***** Information *****

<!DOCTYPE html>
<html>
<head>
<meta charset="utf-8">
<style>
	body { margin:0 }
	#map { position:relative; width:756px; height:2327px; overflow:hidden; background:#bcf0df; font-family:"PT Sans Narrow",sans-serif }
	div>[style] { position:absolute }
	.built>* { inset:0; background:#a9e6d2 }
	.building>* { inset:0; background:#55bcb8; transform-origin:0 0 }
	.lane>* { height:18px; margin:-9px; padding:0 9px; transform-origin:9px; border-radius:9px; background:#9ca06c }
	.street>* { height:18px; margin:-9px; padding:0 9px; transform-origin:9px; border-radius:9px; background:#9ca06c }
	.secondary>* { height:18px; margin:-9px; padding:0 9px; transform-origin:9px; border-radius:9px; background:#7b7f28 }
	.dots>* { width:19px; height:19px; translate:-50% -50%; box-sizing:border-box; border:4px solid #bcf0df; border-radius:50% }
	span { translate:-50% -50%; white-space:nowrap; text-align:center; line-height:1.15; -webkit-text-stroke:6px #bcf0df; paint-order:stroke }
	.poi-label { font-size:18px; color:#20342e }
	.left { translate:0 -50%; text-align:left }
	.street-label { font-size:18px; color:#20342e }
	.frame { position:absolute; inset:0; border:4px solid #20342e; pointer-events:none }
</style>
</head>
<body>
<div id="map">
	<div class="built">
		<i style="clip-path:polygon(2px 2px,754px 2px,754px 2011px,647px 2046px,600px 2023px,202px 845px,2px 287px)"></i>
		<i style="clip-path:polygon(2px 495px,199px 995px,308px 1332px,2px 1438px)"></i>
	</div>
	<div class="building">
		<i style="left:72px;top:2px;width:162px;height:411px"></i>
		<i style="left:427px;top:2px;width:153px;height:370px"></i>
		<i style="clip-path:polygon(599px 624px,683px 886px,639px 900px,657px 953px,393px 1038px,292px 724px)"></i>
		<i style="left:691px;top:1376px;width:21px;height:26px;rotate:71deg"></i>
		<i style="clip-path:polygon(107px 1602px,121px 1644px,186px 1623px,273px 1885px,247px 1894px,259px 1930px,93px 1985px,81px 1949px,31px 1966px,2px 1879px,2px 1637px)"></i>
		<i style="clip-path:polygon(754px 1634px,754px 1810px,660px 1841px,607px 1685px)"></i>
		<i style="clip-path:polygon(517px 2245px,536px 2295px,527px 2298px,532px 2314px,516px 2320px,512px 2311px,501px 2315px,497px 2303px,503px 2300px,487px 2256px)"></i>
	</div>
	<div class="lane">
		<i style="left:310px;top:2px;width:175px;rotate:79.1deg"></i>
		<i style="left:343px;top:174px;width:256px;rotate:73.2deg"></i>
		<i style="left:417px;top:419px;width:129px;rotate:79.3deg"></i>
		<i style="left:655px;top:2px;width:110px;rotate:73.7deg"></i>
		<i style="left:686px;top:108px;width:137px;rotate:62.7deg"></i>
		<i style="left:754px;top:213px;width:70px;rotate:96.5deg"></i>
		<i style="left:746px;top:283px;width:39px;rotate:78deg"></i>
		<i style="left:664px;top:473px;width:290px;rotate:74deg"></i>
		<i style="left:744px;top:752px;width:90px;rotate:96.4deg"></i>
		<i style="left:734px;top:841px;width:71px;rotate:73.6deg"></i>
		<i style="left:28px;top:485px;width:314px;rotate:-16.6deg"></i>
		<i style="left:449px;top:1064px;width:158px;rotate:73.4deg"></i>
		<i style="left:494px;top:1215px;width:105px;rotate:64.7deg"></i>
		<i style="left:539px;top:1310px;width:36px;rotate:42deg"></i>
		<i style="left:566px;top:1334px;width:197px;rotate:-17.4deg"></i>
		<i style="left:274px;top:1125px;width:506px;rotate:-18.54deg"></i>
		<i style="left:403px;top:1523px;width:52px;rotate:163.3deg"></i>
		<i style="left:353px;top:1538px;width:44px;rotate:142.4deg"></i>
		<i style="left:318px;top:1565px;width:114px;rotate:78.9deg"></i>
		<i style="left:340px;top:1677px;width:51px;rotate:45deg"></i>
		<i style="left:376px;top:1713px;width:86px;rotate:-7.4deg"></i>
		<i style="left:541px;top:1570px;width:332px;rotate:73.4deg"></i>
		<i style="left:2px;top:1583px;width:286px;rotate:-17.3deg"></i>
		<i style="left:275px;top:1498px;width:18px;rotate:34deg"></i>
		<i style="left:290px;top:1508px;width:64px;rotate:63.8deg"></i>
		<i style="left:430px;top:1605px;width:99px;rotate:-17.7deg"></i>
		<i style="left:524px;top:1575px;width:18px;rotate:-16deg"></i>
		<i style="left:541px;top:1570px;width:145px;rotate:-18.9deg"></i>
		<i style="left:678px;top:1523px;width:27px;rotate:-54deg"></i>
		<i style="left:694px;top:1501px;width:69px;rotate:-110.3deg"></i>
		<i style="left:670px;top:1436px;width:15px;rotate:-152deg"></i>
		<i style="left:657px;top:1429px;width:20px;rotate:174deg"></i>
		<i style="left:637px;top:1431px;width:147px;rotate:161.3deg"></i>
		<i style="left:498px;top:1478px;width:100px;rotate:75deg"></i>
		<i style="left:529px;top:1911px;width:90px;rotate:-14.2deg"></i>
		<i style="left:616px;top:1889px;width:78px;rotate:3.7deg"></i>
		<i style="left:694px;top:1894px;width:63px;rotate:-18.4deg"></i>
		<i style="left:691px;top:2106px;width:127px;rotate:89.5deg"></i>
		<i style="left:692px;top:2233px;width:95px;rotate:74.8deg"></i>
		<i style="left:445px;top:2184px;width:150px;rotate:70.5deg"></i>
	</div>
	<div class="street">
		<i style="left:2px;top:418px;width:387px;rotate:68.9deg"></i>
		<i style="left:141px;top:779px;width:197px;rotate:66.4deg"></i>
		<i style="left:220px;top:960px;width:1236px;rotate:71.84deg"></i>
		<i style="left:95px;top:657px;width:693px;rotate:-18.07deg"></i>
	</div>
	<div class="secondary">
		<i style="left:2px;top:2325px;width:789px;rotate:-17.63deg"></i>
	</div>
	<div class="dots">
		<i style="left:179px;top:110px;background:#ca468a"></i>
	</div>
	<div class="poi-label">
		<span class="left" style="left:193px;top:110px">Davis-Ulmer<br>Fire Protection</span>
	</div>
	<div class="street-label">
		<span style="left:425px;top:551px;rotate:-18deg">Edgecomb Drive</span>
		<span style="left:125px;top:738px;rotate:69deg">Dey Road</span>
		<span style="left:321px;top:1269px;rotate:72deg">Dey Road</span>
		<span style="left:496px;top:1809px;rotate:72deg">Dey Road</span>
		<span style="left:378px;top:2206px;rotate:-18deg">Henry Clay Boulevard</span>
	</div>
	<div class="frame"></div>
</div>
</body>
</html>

*****

→ **Requirement**
Return nothing but the lines from the top of the records above through the line that has "translate:-50% -50%; white-space:nowrap;". Keep each one exact.

→ **Solution to this problem**
<!DOCTYPE html>
<html>
<head>
<meta charset="utf-8">
<style>
	body { margin:0 }
	#map { position:relative; width:756px; height:2327px; overflow:hidden; background:#bcf0df; font-family:"PT Sans Narrow",sans-serif }
	div>[style] { position:absolute }
	.built>* { inset:0; background:#a9e6d2 }
	.building>* { inset:0; background:#55bcb8; transform-origin:0 0 }
	.lane>* { height:18px; margin:-9px; padding:0 9px; transform-origin:9px; border-radius:9px; background:#9ca06c }
	.street>* { height:18px; margin:-9px; padding:0 9px; transform-origin:9px; border-radius:9px; background:#9ca06c }
	.secondary>* { height:18px; margin:-9px; padding:0 9px; transform-origin:9px; border-radius:9px; background:#7b7f28 }
	.dots>* { width:19px; height:19px; translate:-50% -50%; box-sizing:border-box; border:4px solid #bcf0df; border-radius:50% }
	span { translate:-50% -50%; white-space:nowrap; text-align:center; line-height:1.15; -webkit-text-stroke:6px #bcf0df; paint-order:stroke }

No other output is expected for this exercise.